Creating a home for all to share
Based out of Hamilton Wesley Uniting Church, The Commons is a community library, café and art space. More than three years since it first opened its doors, it is providing Newcastle with a space for a just and ethical community to flourish.
The idea for The Commons was planted halfway across the world. When Uniting Church members Caitlin O’Reilly and Tim Evans were travelling through Europe, they came across a community house in Estonia. What quickly developed was the idea for a similar place in Newcastle, where local people could visit and hang out with no obligation to purchase anything.
Upon returning to Australia, they took the idea to the Hunter Presbytery. In early 2012, when it was suggested Caitlin and Tim enlist a small group of people to support the project, they approached Dr Miriam Williams and her husband, Andrew Goodwin.
Miriam and Andrew threw themselves in, becoming co-founders of The Commons and they remain heavily involved in various roles (including Action Groups).
The project found its home at Wesley Uniting Church’s Fellowship House. After sourcing second-hand and upcycled supplies, holding several working bees and devoting many long nights to transforming the hall into a café, The Commons officially opened in November, 2012.
Since then, it has grown to include an events space, bulk organic goods store, music room, office space, meditation and meeting room, gallery, op-shop, book and seed libraries.

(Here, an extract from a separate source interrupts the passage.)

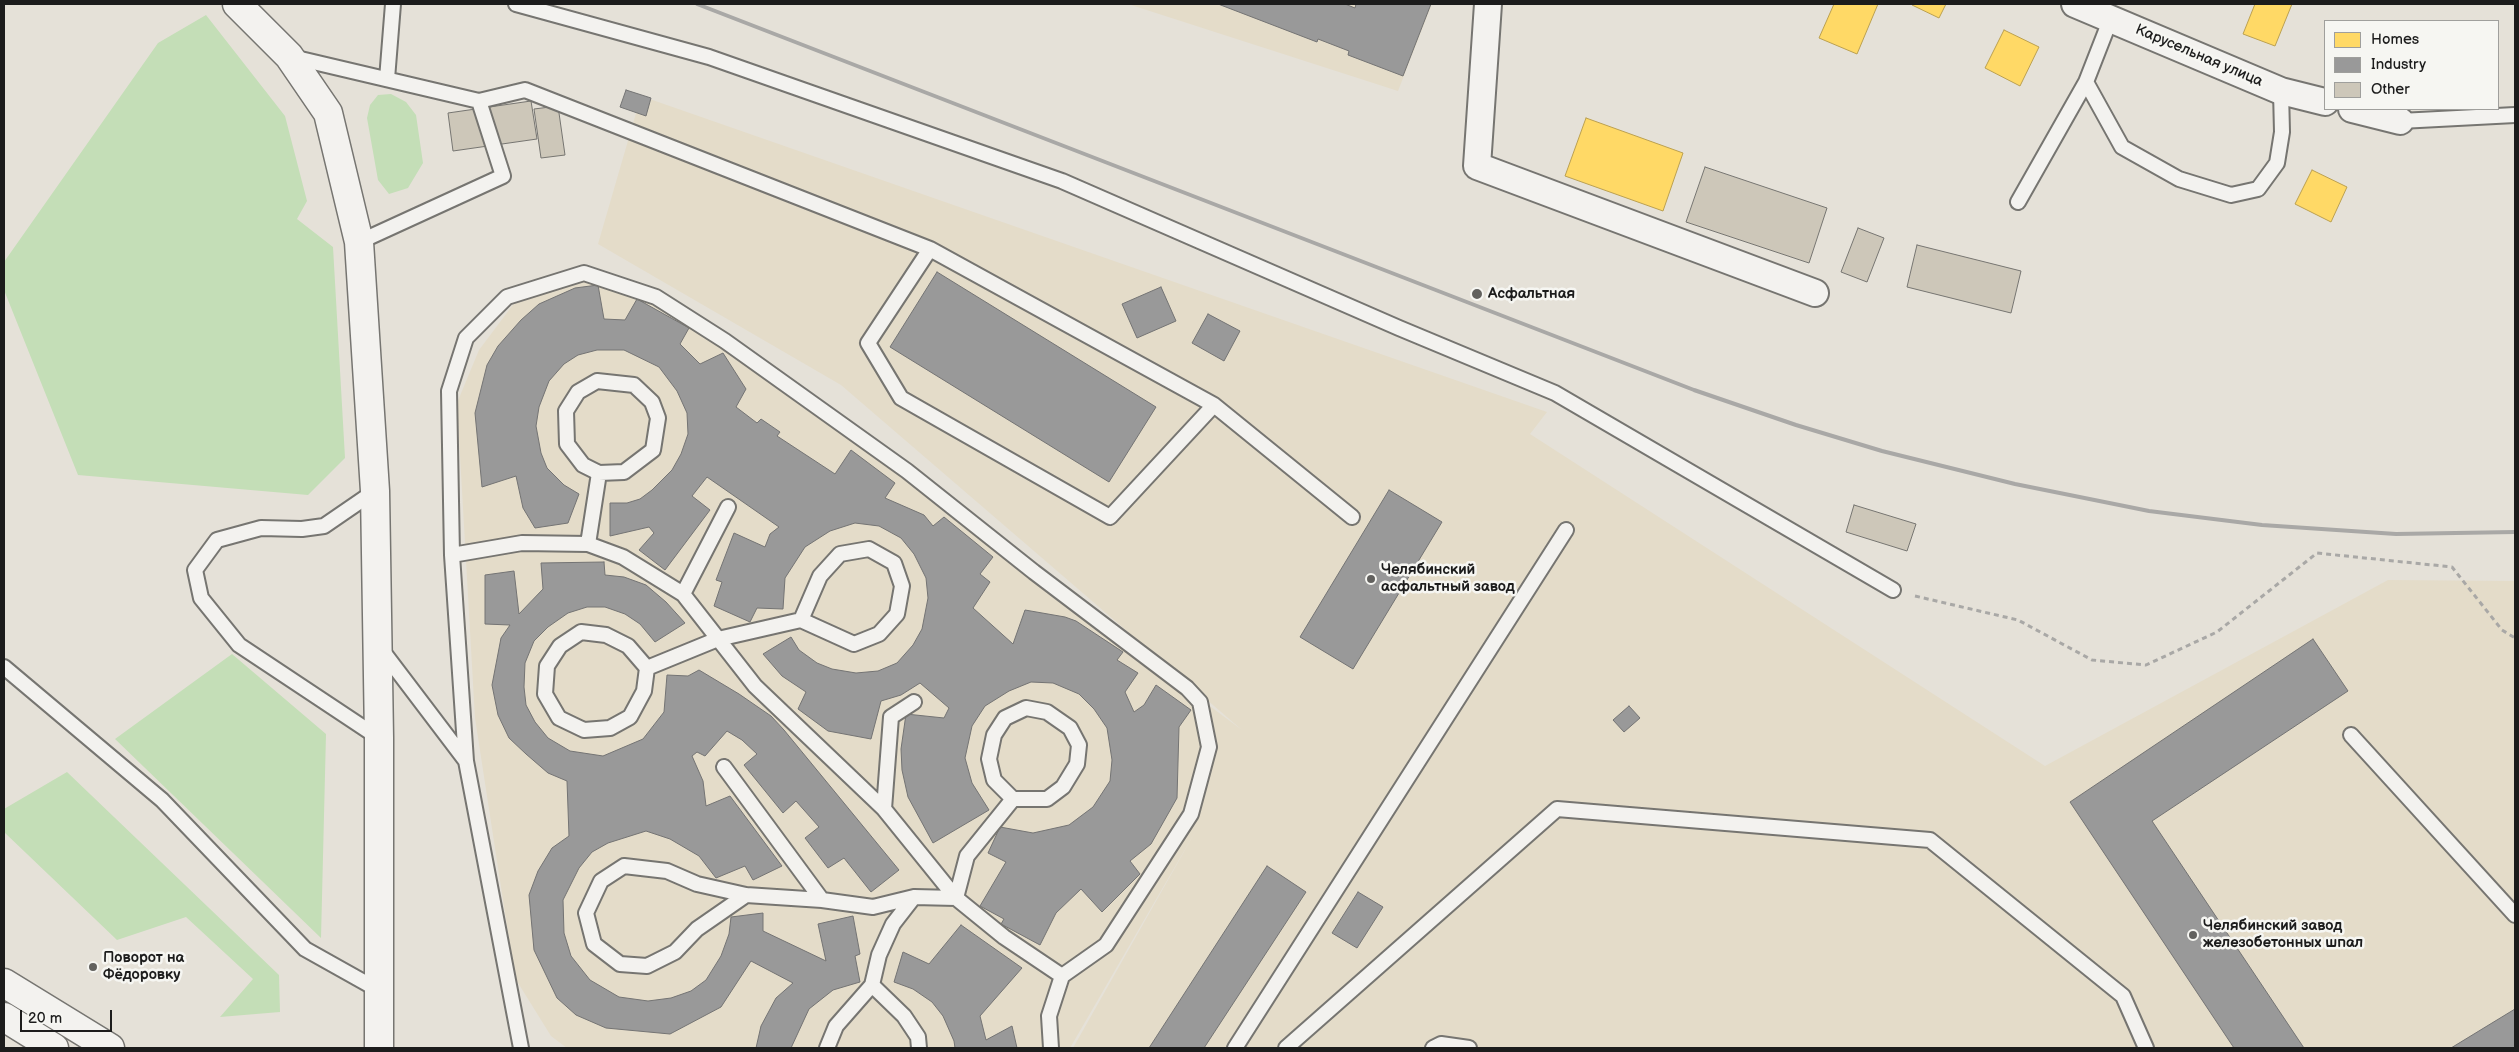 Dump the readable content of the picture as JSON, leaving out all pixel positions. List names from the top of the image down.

The Commons is the community
Miriam holds a PhD in Geography. Her thesis focused on community organisations — or urban “commons”. “The Commons is the community,” explains Miriam. “It is not separate from it.”
According to The Commons’ website, the project is part of a broader political movement.One that recognises the need for people to participate in more just and ethical economies, and to create community spaces.
“Whilst The Commons is a café, a goods store and a community hub, it is more than this,” adds Miriam. “It is ours and yours and no one’s. The Commons is a common resource, a community space, an idea, and a dream.
“It’s part of a diverse network of volunteers, groups, strangers and organisations that make up Newcastle. It is a resource for the community in that it is a physical place to meet and be that is homey and affordable.
“It is also an incubator and a launching point for individuals and groups who want to hold an event, workshop or group that is inclusive, sustainable, ethical or creative. In that way it is a community resource that is sustained by and sustains diverse communities.”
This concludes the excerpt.